D’origine turque, née en Belgique, Tijen Taskin cultive un lien fort avec ses racines. Mais c’est à Liège que l’architecte d’intérieur a choisi de poser sa vie de famille. Avec son mari et leurs quatre enfants, elle a investi l’ancien consulat d’Italie, au cœur d’un quartier culturel en plein essor.
Photos Caroline Dethier

Dans l’espace café, la lampe Arco Led de Flos, avec tige télescopique en acier inoxydable, éclaire la table Tulip, intemporelle, éditée par la marque Knoll, entourée de chaises Matteo Grassi chinées.
Concevoir sa propre maison, c’est se confronter à ses intuitions les plus intimes. Pour Tijen Taskin, cette bâtisse emblématique de la Cité ardente est devenue un laboratoire, à la fois architectural et personnel. Une maison qu’elle a imaginée comme un lieu de vie, guidée par une attention à l’existant. « Je voulais occuper les lieux sans me sentir écrasée par ce bâtiment imposant. Fuir la rigidité d’une maison-musée, en laissant vivre les espaces, avec une obsession assumée : ne rien dénaturer. Préserver au maximum les éléments d’origine – moulures, parquets, cheminées – et les matériaux authentiques, du bois au marbre », confie l’architecte d’intérieur.

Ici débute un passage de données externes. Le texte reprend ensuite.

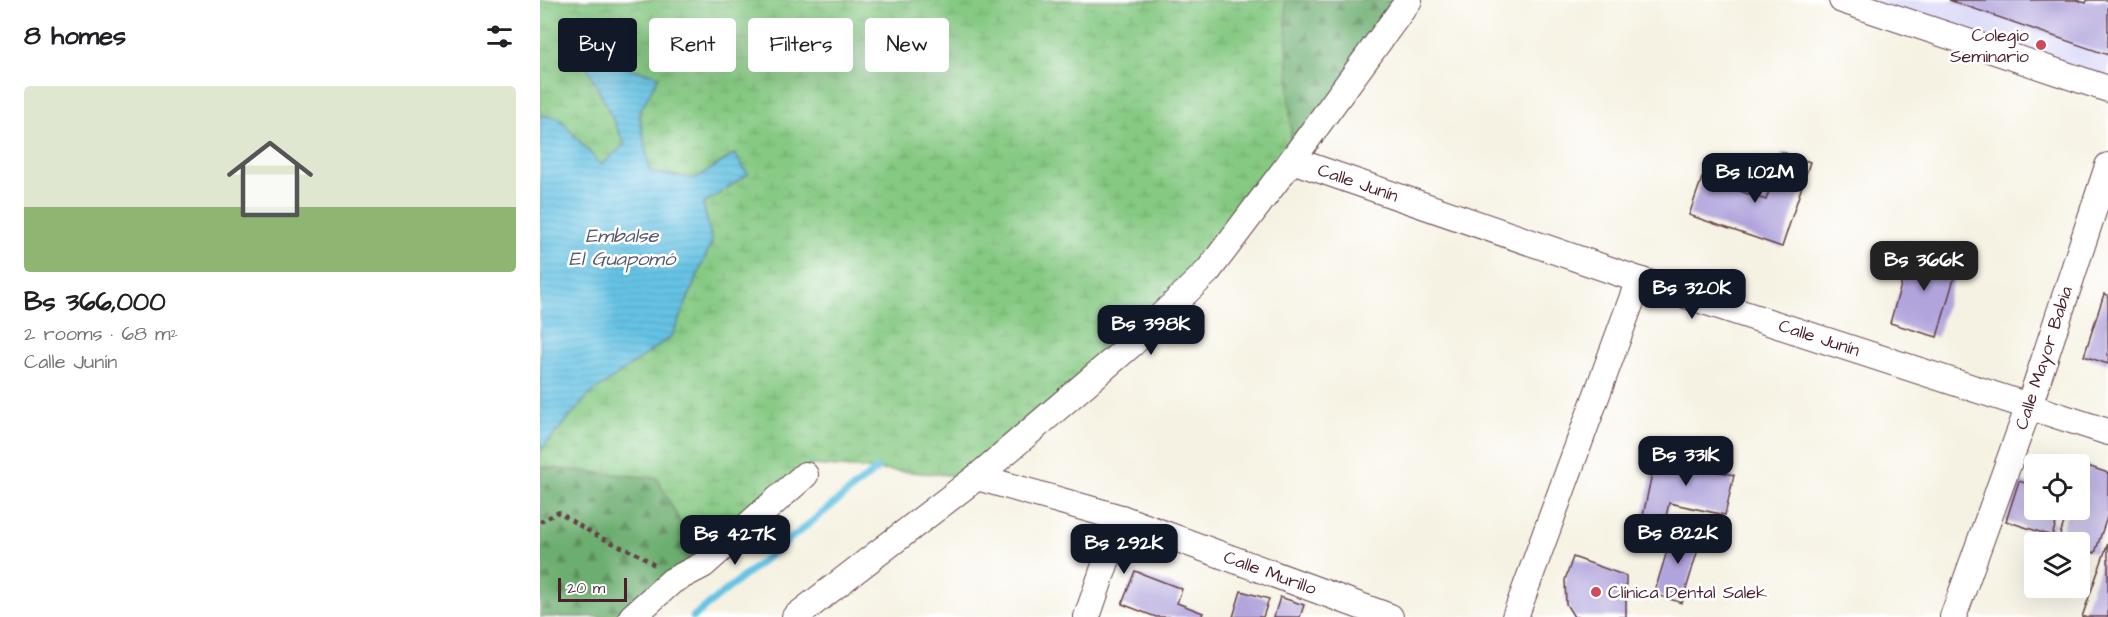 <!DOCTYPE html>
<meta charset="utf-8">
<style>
body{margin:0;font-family:"Architects Daughter",sans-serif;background:#f2f2f2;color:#202124;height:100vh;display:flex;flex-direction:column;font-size:22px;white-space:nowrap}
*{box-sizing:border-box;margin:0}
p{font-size:20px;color:#757577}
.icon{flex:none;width:33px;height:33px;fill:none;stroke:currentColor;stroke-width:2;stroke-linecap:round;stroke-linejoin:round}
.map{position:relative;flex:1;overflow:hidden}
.sheet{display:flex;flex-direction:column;background:#fff;width:540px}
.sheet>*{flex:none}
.banner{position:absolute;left:18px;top:18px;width:570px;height:54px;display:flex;gap:12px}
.tools{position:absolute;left:1484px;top:454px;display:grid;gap:12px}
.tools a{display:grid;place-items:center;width:66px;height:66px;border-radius:6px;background:#fff;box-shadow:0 6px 24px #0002;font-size:30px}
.scale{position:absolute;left:18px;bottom:15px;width:69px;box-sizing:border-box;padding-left:6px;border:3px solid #4a1f2b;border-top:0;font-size:16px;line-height:21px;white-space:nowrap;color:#4a1f2b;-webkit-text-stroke:4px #fff;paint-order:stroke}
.price{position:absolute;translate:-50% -51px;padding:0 14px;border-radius:12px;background:#111827;color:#fff;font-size:20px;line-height:39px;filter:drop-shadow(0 2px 3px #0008)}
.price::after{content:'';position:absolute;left:50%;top:36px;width:18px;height:14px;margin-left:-9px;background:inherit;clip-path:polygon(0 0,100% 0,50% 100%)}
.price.active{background:#222;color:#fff}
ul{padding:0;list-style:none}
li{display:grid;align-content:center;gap:12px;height:318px;padding:0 24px}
li span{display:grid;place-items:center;height:186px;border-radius:6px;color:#555}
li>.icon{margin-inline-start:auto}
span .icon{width:108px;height:108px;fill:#fffc;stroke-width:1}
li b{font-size:26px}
h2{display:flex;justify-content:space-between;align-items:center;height:72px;padding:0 24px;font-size:26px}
.pill{padding:0 21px;border-radius:6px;background:#fff;box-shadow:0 6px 24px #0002;font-size:21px;line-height:54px}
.pill.active{background:#111827;color:#fff}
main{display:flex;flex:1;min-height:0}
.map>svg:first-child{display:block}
.built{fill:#d8d7f8}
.forest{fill:url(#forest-firs);stroke:#5b664e;stroke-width:1.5}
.wetland{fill:url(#wetland-marsh);stroke:#687456;stroke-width:1.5}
.water{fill:url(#water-rules);stroke:#587188;stroke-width:1.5}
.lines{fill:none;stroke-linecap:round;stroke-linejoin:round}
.stream{stroke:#65c3e4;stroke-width:7}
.building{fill:#b1a4dc}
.street-casing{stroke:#643f47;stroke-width:28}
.path{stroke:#643f47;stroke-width:4;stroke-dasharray:4.5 4.5;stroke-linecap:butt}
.street{stroke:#fff;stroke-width:26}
.poi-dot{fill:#d1495b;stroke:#fff;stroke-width:2}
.labels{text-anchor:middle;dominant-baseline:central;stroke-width:5;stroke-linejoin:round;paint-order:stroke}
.poi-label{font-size:18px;fill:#4a1f2b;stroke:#fff;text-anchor:end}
.street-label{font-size:18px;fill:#4a1f2b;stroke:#fff}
.water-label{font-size:20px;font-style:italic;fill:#53586c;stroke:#fff}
</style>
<main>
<section class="sheet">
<h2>8 homes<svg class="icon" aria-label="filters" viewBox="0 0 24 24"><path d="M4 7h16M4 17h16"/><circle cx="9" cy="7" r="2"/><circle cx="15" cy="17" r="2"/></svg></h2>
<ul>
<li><span style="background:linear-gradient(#dfe7d0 65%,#8fb573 0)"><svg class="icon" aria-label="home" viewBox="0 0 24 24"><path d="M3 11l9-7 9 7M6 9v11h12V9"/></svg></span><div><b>Bs 366,000</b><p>2 rooms · 68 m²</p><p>Calle Junín</p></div></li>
</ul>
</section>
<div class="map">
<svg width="1568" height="617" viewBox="0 0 1568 617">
<defs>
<pattern id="forest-firs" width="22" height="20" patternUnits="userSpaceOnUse" patternTransform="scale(1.5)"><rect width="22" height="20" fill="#6cad70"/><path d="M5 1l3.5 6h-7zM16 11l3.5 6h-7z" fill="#5b8c5c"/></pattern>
<pattern id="wetland-marsh" width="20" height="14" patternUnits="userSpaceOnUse" patternTransform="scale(1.5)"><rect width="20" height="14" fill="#85c982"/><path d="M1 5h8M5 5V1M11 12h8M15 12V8" fill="none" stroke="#74ac70"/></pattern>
<pattern id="water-rules" width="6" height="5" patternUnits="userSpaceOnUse" patternTransform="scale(1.5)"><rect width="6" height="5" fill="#65c3e4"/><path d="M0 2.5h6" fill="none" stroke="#59a7c4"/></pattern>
</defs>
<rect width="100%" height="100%" fill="#fff"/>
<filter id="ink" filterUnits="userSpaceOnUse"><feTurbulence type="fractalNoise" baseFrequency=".0167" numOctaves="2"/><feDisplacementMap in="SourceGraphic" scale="12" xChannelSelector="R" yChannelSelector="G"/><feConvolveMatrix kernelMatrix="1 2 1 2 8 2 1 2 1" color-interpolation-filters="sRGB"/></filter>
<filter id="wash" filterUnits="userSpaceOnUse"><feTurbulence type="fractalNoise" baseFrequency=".008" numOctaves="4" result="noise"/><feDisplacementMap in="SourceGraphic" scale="24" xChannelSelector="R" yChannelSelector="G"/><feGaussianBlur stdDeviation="1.35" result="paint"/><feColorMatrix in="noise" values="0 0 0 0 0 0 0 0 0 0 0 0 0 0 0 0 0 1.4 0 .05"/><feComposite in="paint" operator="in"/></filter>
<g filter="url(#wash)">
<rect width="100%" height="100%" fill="#f6f2e3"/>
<polygon class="built" points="1302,0 1568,0 1568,89"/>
<g class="forest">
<polygon points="745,0 869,0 752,160"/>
<polygon points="0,467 117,478 163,565 92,617 0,617"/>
</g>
<polygon class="wetland" points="0,0 745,0 752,160 668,271 437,477 272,465 163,565 117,478 0,467 0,451 48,396 132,336 172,241 163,204 208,174 194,154 155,179 110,172 99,113 119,76 43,56 85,144 61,165 18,117 0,116"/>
<polygon class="water" points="42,56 119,76 99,113 110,172 155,179 195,154 208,174 163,204 172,241 132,336 48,396 0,451 0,116 18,117 61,165 85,144"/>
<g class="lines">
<polyline class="stream" points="153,617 337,469"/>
</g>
<g id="blocks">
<g class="building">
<polygon points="1409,0 1536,0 1546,3 1547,0 1568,0 1568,55"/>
<polygon points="1242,152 1270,162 1242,247 1149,215 1162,178 1226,200"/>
<polygon points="1372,247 1419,261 1397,337 1350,323"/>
<polygon points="1564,294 1568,295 1568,364 1544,356"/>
<polygon points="1117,450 1143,456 1141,463 1194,475 1185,515 1129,503 1125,521 1103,516"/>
<polygon points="1542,464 1568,473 1568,514 1555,553 1539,548 1539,543 1518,541 1528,510 1539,510 1539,475"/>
<polygon points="1479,481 1494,486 1494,510 1513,510 1510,521 1516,523 1512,536 1466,521"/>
<polygon points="1134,528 1162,536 1142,603 1114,594"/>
<polygon points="1568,543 1568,617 1542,617"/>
<polygon points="1033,557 1086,576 1086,617 1034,617 1026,604 1025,580"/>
<polygon points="595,571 642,589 637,603 663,613 661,617 616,617 582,604"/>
<polygon points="701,591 729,599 723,617 693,617"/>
<polygon points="740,597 764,605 760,617 734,617"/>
</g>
</g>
</g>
<g filter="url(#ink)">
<use href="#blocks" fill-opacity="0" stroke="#643f47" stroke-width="1.5"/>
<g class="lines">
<g class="street-casing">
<g id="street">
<polyline points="1302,0 1568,89"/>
<polyline points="752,160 1099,280 1568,432"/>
<polyline points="437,477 581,518 850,617"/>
<polyline points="92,617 132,581 163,565 265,475"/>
<polyline points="255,617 437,477 592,344 668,271 752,160 869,0"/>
<polyline points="547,617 581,518"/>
<polyline points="975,617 1099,280"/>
<polyline points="1413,617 1489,406 1568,166"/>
</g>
</g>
<path class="path" d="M0,522l19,-10c15,11 32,21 49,29 17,8 32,12 46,24"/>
<use href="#street" class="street"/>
</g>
</g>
<g class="poi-dot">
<circle cx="1501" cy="45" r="6"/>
<circle cx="1056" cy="592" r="6"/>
</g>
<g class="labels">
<g class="poi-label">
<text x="1489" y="35">Colegio<tspan x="1489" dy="21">Seminario</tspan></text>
<text x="1068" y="592" text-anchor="start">Clínica Dental Salek</text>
</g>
<g class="street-label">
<text transform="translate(818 183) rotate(19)">Calle Junín</text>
<text transform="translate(1279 338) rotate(18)">Calle Junín</text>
<text transform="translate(1504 358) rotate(-72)">Calle Mayor Babia</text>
<text transform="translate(730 573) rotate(20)">Calle Murillo</text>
</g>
<g class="water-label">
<text x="82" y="236">Embalse<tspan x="82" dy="23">El Guapomó</tspan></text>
</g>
</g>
</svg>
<div class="tools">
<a><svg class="icon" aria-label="locate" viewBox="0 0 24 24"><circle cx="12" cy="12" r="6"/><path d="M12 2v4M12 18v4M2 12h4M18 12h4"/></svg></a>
<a><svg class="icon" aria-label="layers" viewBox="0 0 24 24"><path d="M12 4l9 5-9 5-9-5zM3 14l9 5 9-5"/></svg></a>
</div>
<div class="scale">20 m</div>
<b class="price" style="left:1215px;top:204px">Bs 1.02M</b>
<b class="price active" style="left:1384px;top:292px">Bs 366K</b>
<b class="price" style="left:1152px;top:320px">Bs 320K</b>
<b class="price" style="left:611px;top:356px">Bs 398K</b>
<b class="price" style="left:1146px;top:487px">Bs 331K</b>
<b class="price" style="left:1138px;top:565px">Bs 822K</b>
<b class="price" style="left:195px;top:566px">Bs 427K</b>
<b class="price" style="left:584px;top:575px">Bs 292K</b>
<div class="banner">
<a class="pill active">Buy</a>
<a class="pill">Rent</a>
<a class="pill">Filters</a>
<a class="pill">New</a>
</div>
</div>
</main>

« Concevoir sa propre maison est un luxe inconfortable. » Tijen Taskin.
Choisir, c’est renoncer
Entre liberté totale et excès de maîtrise, aménager son propre cocon relève d’une expérience ambivalente, « un luxe inconfortable » pour une architecte. «Nous avons acheté la maison en 2021, et les travaux ont duré trois ans. Le temps, pour une fois dans un projet, ne pressait pas. Nous avons pu nous imprégner des lieux, observer la lumière traverser les pièces, sentir chaque espace respirer au fil de la journée. Mais quand on arpente les Salons de Milan et de Copenhague, on connaît toutes les options possibles, et on finit par vouloir que tout soit parfait », confie Tijen. Lieu de rassemblement et de passage, la cuisine structure la vie quotidienne. « Paradoxalement, c’est la pièce la plus sombre, adoucie par la teinte Plume de Flamant qui habille les murs. Pourtant, lorsque nous recevons, c’est ici que tout le monde se retrouve, autour de la table et au gré de conversations qui s’étirent. C’est aussi par la cuisine que l’on accède à toutes les autres pièces. » L’habitation se déploie comme unesuccession de transitions et d’espaces pensés dans leur singularité. Des pièces qui s’enchaînent comme les chapitres d’une histoire : la cuisine familiale et spacieuse, l’espace café plus intimiste, le salon avec la télévision, la salle de lecture, la suite parentale, les chambres des enfants… Un récit nourri par le caractère du bois, omniprésent, que Tijen a choisi d’adoucir avec du verre et des miroirs. « Ils allègent les espaces, réfléchissent la lumière et prolongent les perspectives. »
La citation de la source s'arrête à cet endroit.